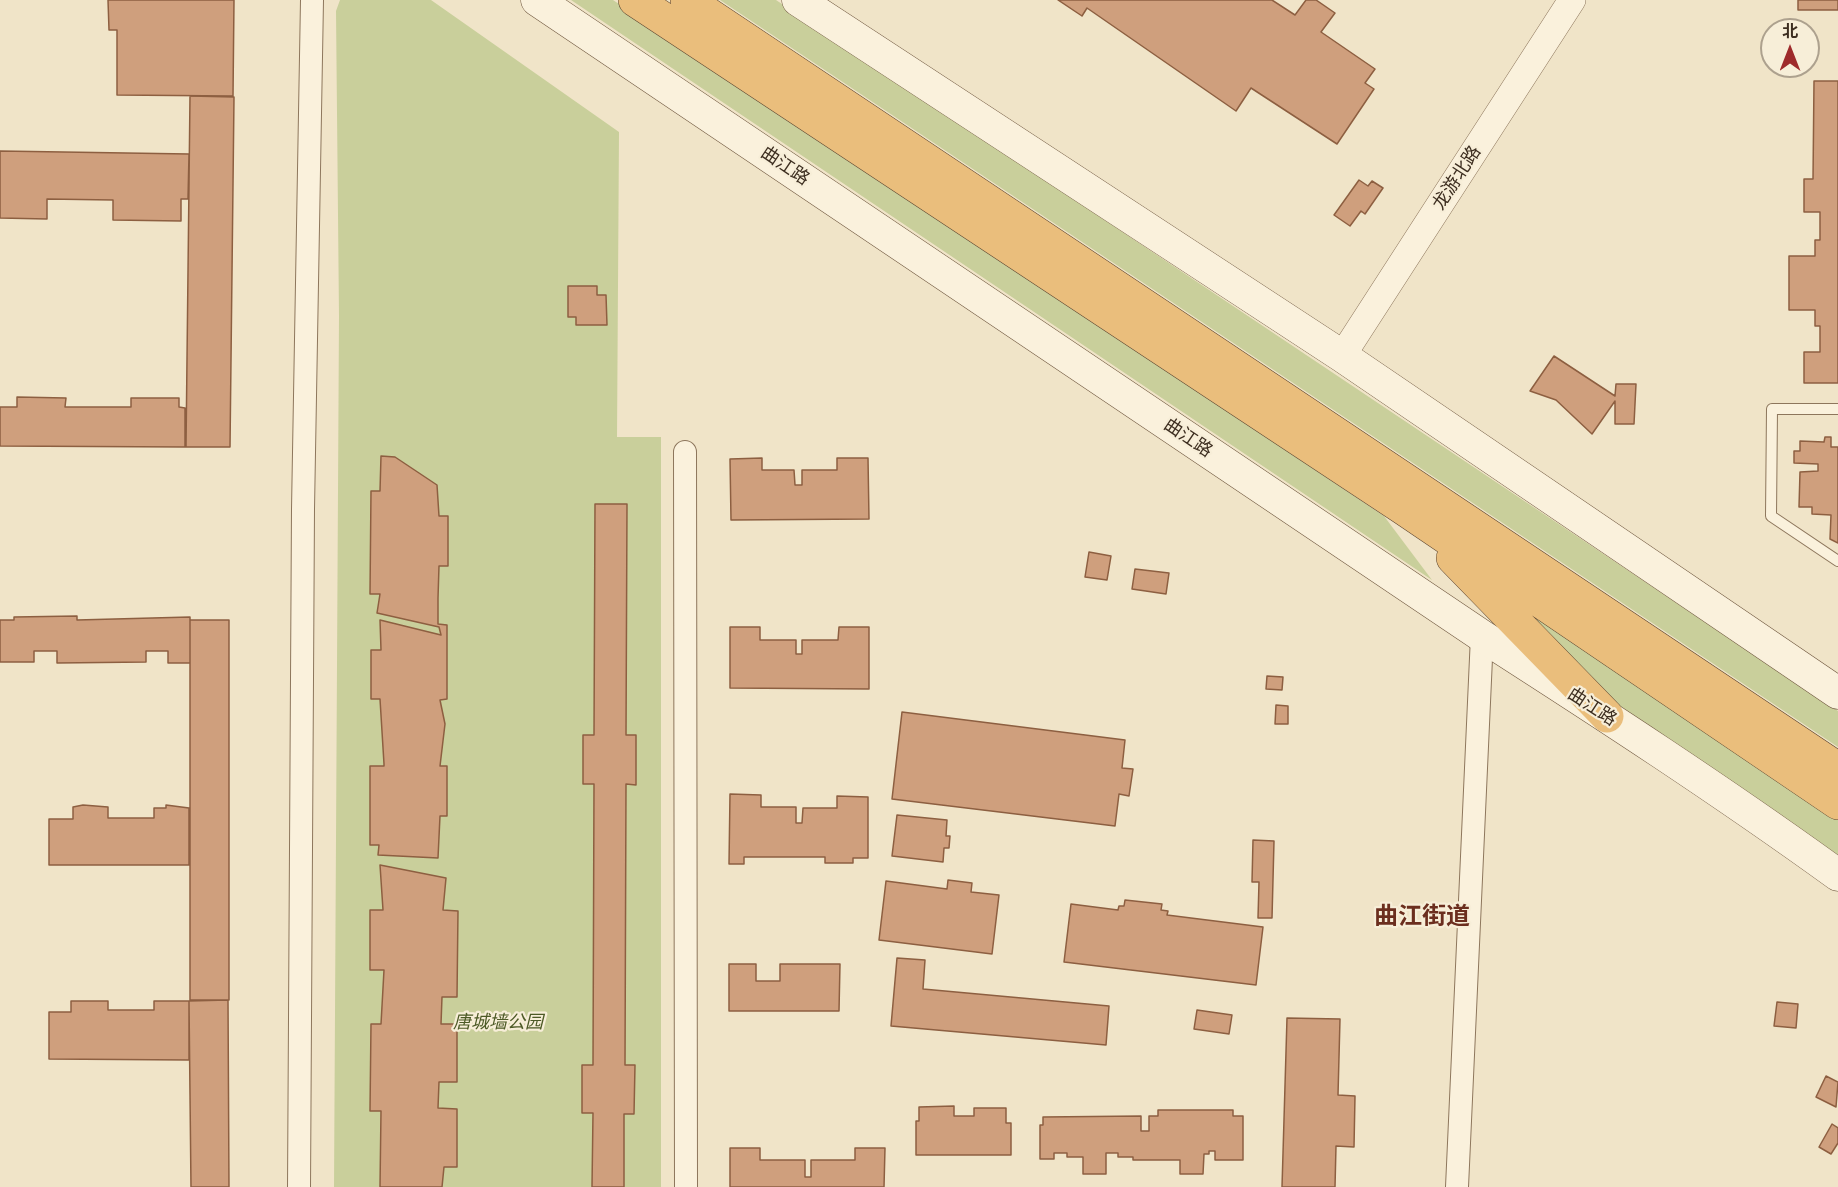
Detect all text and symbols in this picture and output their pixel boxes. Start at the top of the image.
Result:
^^^^^^^^^^^^^^^^
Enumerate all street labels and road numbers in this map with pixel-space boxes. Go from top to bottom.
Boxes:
^^^^^^^^^^^^^^^^
To do:
Give the count of lines in the listing that contain the word "this". No explanation is wanted.

Output:
2